▸ **The task**: Starting at the line that holds "for (let i = 2;" and stopping at the line that holds "for (const [text, x, y, turn", restate the records below word for word, with both of those lines included.

(Stored data begins)

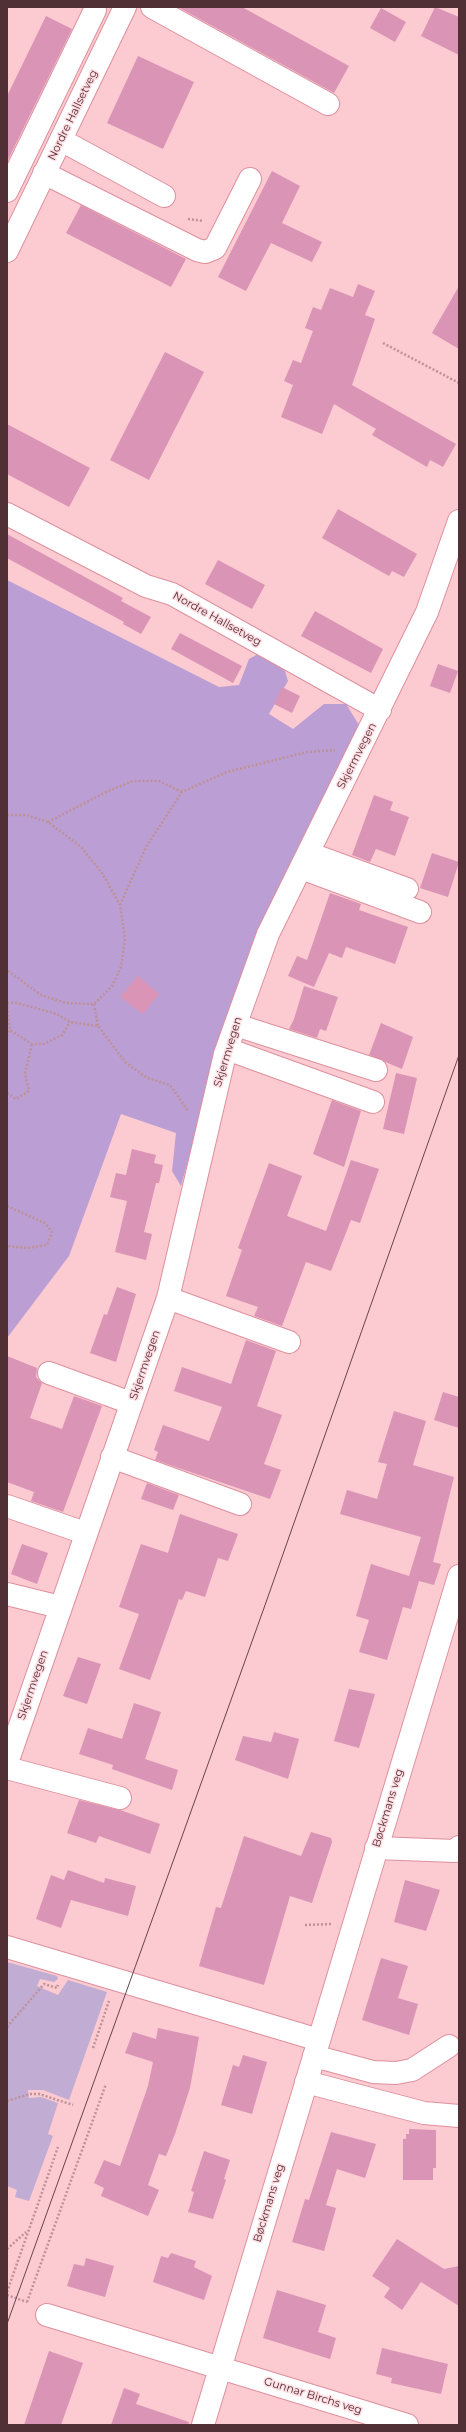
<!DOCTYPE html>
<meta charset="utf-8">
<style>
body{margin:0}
#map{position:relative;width:466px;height:2432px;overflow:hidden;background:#fccad1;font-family:Montserrat,sans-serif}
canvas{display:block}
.frame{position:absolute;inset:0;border:8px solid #502f35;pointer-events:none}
</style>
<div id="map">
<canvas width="466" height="2432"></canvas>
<div class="frame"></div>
</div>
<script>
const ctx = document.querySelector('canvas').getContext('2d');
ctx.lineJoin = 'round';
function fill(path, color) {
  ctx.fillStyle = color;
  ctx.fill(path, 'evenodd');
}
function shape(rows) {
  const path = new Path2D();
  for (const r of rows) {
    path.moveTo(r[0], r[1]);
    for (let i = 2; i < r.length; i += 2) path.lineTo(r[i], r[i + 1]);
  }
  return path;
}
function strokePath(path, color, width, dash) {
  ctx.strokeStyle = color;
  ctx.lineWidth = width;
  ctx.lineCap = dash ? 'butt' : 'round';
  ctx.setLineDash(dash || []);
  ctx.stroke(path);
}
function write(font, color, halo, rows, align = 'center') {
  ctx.font = font + ' Montserrat,sans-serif';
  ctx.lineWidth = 3;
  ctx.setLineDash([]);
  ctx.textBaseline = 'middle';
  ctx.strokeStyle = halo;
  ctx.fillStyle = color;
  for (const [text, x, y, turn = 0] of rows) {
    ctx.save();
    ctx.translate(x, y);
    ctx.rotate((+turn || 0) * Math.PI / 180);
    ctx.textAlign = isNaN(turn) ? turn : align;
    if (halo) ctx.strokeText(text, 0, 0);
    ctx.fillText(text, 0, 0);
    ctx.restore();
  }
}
const green = shape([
 [7,1962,57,1976,58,1979,54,1982,40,1979,37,1986,58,1995,68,1980,107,1992,69,2100,43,2090,28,2090,29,2098,41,2097,58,2103,48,2134,53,2136,29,2201,15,2197,17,2190,7,2186]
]);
const forest = shape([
 [7,580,219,687,239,685,249,659,260,653,285,671,288,681,269,714,293,729,324,704,346,704,359,725,196,1131,181,1186,172,1171,176,1133,121,1114,69,1256,7,1338]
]);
const building = shape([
 [178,7,242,7,349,66,334,93],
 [435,7,459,17,459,55,421,36],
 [381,8,406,22,395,42,370,28],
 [46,16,72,29,7,162,7,96],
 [138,56,194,82,163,149,107,123],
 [272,171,300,186,282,223,322,242,312,262,271,243,246,291,218,277],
 [81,205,186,259,171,287,66,233],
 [358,284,375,291,365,315,375,319,352,385,456,444,443,467,430,460,427,467,372,435,376,429,334,404,322,434,281,417,293,385,284,381,293,360,301,363,313,331,305,328,313,307,321,310,330,288,353,297],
 [459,286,459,349,432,333],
 [165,352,204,372,149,480,110,460],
 [7,424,90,468,69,507,7,474],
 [338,509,417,554,404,577,392,571,389,576,322,538],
 [7,534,123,598,121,601,151,617,141,634,123,624,124,622,7,558],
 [218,560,265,585,252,609,205,584],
 [315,611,383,649,371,673,301,636],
 [180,633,242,666,233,683,171,649],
 [438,664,458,671,450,693,430,686],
 [282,687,300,696,292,713,274,704],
 [374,795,393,802,390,810,409,817,395,856,376,849,370,862,352,855],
 [432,853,459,862,448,897,420,888],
 [330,893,361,904,359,910,408,927,395,964,346,947,342,958,329,953,314,987,288,976,297,956,307,960],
 [138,976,159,994,143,1014,120,997],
 [304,986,338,997,326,1031,320,1029,317,1038,289,1029,294,1019],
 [381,1023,413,1037,402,1069,369,1055],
 [396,1073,417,1078,404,1134,383,1129],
 [332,1100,361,1111,344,1167,313,1154],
 [132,1149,156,1155,154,1163,163,1165,159,1183,156,1183,144,1232,152,1234,146,1260,115,1252,127,1201,110,1197,116,1173,126,1175],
 [351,1160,379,1169,360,1223,351,1220,331,1271,306,1262,282,1326,254,1316,258,1307,226,1296,242,1250,238,1248,269,1163,302,1176,287,1216,326,1231],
 [117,1287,136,1294,116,1362,90,1353,104,1314,107,1315],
 [246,1340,276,1351,257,1406,282,1415,264,1464,281,1470,270,1499,155,1460,158,1452,154,1450,163,1425,209,1441,222,1407,174,1391,182,1367,231,1384],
 [7,1356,37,1368,36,1377,42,1383,30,1418,62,1429,74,1396,102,1406,63,1512,31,1501,34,1492,7,1482],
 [443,1392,459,1397,459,1428,434,1420],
 [394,1411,426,1421,413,1465,454,1477,433,1562,441,1564,434,1585,419,1581,411,1609,403,1607,387,1660,359,1652,369,1620,356,1616,371,1564,409,1576,421,1537,340,1514,347,1490,377,1499,387,1464,378,1462],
 [147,1483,179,1495,173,1510,141,1499],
 [180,1514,238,1534,228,1561,218,1558,205,1597,186,1591,182,1600,179,1599,150,1680,119,1669,139,1614,119,1607,141,1544,168,1553],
 [22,1544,48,1553,37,1584,11,1574],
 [78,1657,101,1664,87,1704,63,1696],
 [349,1689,375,1694,359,1748,334,1741],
 [134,1703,161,1712,145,1759,178,1770,172,1790,112,1769,113,1765,79,1754,88,1728,122,1739],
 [274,1732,299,1739,288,1779,235,1760,243,1736,271,1742],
 [79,1800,120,1810,160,1824,150,1854,99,1836,96,1843,67,1833],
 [311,1832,331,1838,332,1842,312,1903,290,1896,264,1985,199,1966,216,1907,221,1908,244,1836,301,1856],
 [68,1870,104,1883,105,1878,136,1886,128,1916,71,1900,61,1928,36,1919,51,1875,64,1880],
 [405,1880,440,1890,426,1931,394,1922],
 [381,1958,408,1966,398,1998,418,2004,409,2035,362,2020],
 [158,2028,199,2037,190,2088,175,2134,166,2156,159,2154,148,2185,159,2190,148,2216,101,2196,104,2188,94,2183,104,2160,120,2166,148,2086,153,2062,125,2053,133,2032,156,2039],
 [243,2055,267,2062,252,2114,221,2105,233,2065,239,2067],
 [409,2129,436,2130,436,2168,433,2168,433,2180,403,2180,403,2139,406,2139,406,2134,409,2134],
 [331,2132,376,2144,365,2178,337,2169,326,2205,336,2208,324,2251,292,2242,305,2199,309,2200],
 [204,2151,230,2160,224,2179,226,2180,213,2219,188,2212,194,2192,191,2191],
 [397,2239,444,2269,459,2266,459,2306,421,2282,402,2310,384,2297,390,2288,372,2276],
 [171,2253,196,2261,194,2267,212,2276,204,2300,153,2282,161,2256,168,2258],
 [86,2258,114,2266,105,2297,67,2286,74,2264,84,2266],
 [277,2290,326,2305,318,2332,336,2338,330,2359,263,2338],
 [382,2348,448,2364,441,2394,391,2383,392,2378,376,2374],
 [49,2351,83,2363,61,2425,24,2425],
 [124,2388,140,2394,136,2404,189,2422,188,2425,111,2425]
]);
const path = shape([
 [188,219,203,221],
 [383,343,459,383],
 [7,815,26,815,48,822,81,847,102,873,120,905,125,939,121,967,112,986,94,1004,66,1003,41,995,7,970],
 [48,822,108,791,133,781,159,781,182,792],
 [120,905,146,847,182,792,227,772,307,752,335,750],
 [7,1003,17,1003,57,1014,70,1022,98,1026,125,1062,147,1078,170,1085,188,1111],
 [7,1003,10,1030,32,1044,44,1044,62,1035,70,1022],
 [94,1004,98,1026],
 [7,1036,10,1030],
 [7,1093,16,1099,29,1091,25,1073,32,1044],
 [7,1206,45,1223,52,1232,47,1245,28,1248,7,1246],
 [305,1925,331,1924],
 [7,2027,44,1984,57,1988,58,1985],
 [93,2048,109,2001],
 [7,2101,30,2094,39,2094,73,2105],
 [7,2249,26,2232],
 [7,2292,58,2147],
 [7,2295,27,2302],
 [27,2302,106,2084]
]);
const minor = shape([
 [152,7,328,104],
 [61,140,164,196],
 [44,173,197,250,205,252,215,248,250,179],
 [7,191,95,10],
 [7,251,125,7],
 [7,514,146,586,172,594,380,710],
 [308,853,407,889],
 [301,868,420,912],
 [236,1025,376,1070],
 [227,1049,373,1102],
 [168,1298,289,1342],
 [49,1373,131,1403],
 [112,1457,240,1504],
 [7,1506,85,1533],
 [7,1594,60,1607],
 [7,1763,168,1298,225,1054,268,934,427,612,459,521],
 [7,1768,120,1798],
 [376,1848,455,1851,459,1847],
 [7,1947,319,2040],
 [314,2056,373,2072,396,2073,412,2070,449,2046],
 [306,2082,424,2113,459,2116],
 [47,2315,407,2425]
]);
const major = shape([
 [203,2425,459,1576]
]);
const tram = shape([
 [7,2324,264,1608,459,1055]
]);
const streetNames = [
 ["Nordre Hallsetveg",73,115,-64],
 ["Nordre Hallsetveg",217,619,29],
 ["Skjermvegen",357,756,-63],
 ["Skjermvegen",228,1052,-73],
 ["Skjermvegen",145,1365,-71],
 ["Skjermvegen",33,1685,-71],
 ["Bøckmans veg",388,1808,-73],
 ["Bøckmans veg",269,2203,-73],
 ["Gunnar Birchs veg",313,2396,17]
];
fill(green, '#c1acd3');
fill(forest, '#bb9ed3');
fill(building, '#da94b6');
strokePath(minor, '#de909d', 24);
strokePath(major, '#de909d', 24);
strokePath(path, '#bd9198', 2.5, [2, 2]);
strokePath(minor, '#fff', 22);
strokePath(major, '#fff', 22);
strokePath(tram, '#67444a', 1);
write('11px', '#502f35', '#fedce1', streetNames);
</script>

(Stored data ends)

▸ **Problem solution**:
    for (let i = 2; i < r.length; i += 2) path.lineTo(r[i], r[i + 1]);
  }
  return path;
}
function strokePath(path, color, width, dash) {
  ctx.strokeStyle = color;
  ctx.lineWidth = width;
  ctx.lineCap = dash ? 'butt' : 'round';
  ctx.setLineDash(dash || []);
  ctx.stroke(path);
}
function write(font, color, halo, rows, align = 'center') {
  ctx.font = font + ' Montserrat,sans-serif';
  ctx.lineWidth = 3;
  ctx.setLineDash([]);
  ctx.textBaseline = 'middle';
  ctx.strokeStyle = halo;
  ctx.fillStyle = color;
  for (const [text, x, y, turn = 0] of rows) {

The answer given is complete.